Supplied data:
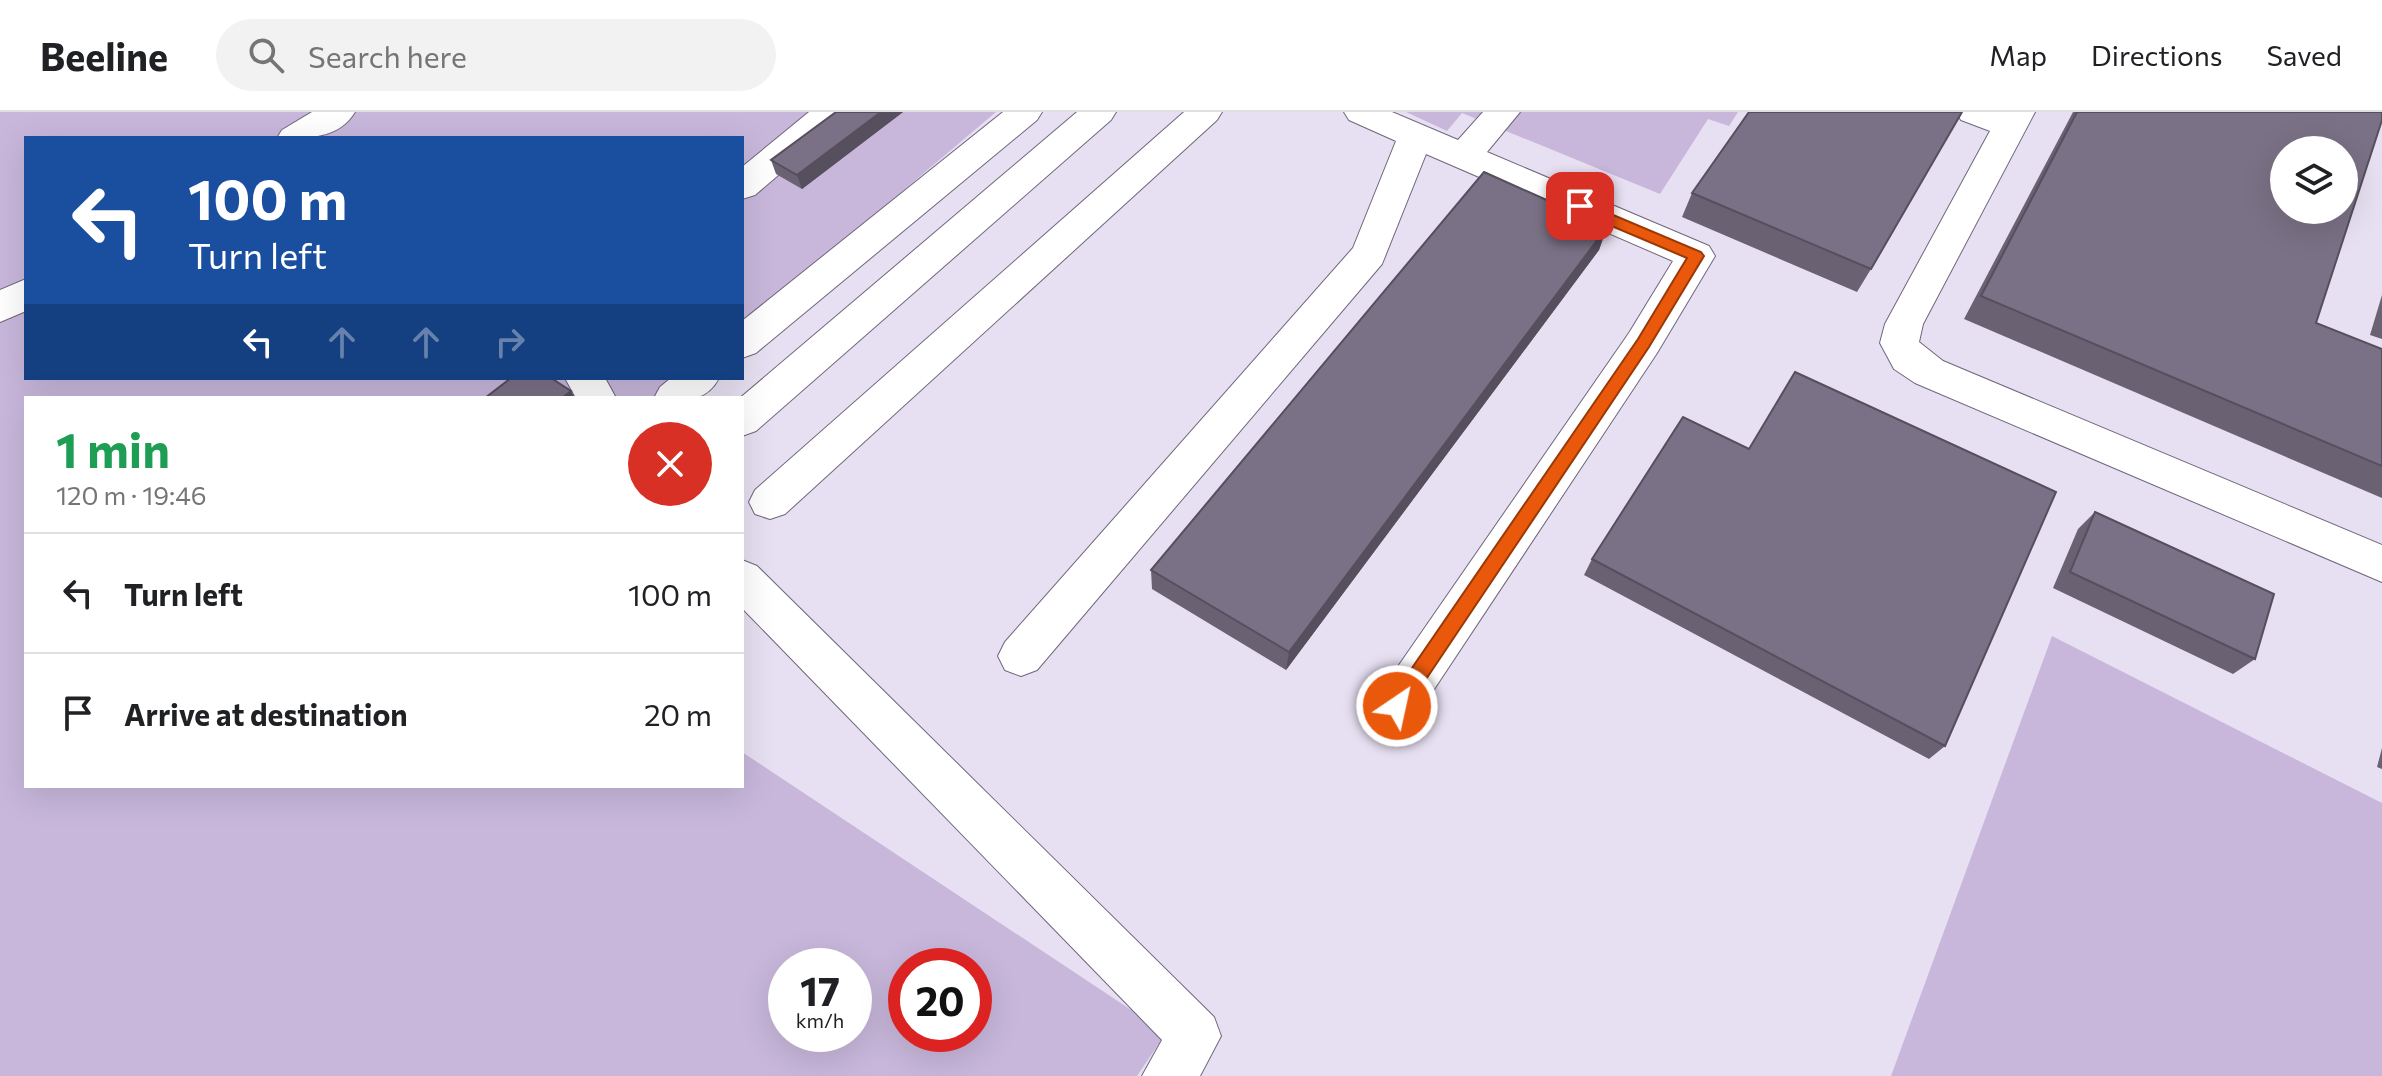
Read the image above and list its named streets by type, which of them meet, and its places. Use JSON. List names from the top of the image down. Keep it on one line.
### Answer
{"page":{"header":"Beeline","search":"Search here","nav":["Map","Directions","Saved"],"turn":["100 m","Turn left"],"heading":["1 min","120 m · 19:46"],"list":[{"name":"Turn left","value":"100 m"},{"name":"Arrive at destination","value":"20 m"}],"speed":"17 km/h","limit":"20"}}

What you are asked to do:
Without any of its pictures, the listing is to be repeated exactly as it stands.

Finished task:
Read the image above and list its named streets by type, which of them meet, and its places. Use JSON. List names from the top of the image down. Keep it on one line.
### Answer
{"page":{"header":"Beeline","search":"Search here","nav":["Map","Directions","Saved"],"turn":["100 m","Turn left"],"heading":["1 min","120 m · 19:46"],"list":[{"name":"Turn left","value":"100 m"},{"name":"Arrive at destination","value":"20 m"}],"speed":"17 km/h","limit":"20"}}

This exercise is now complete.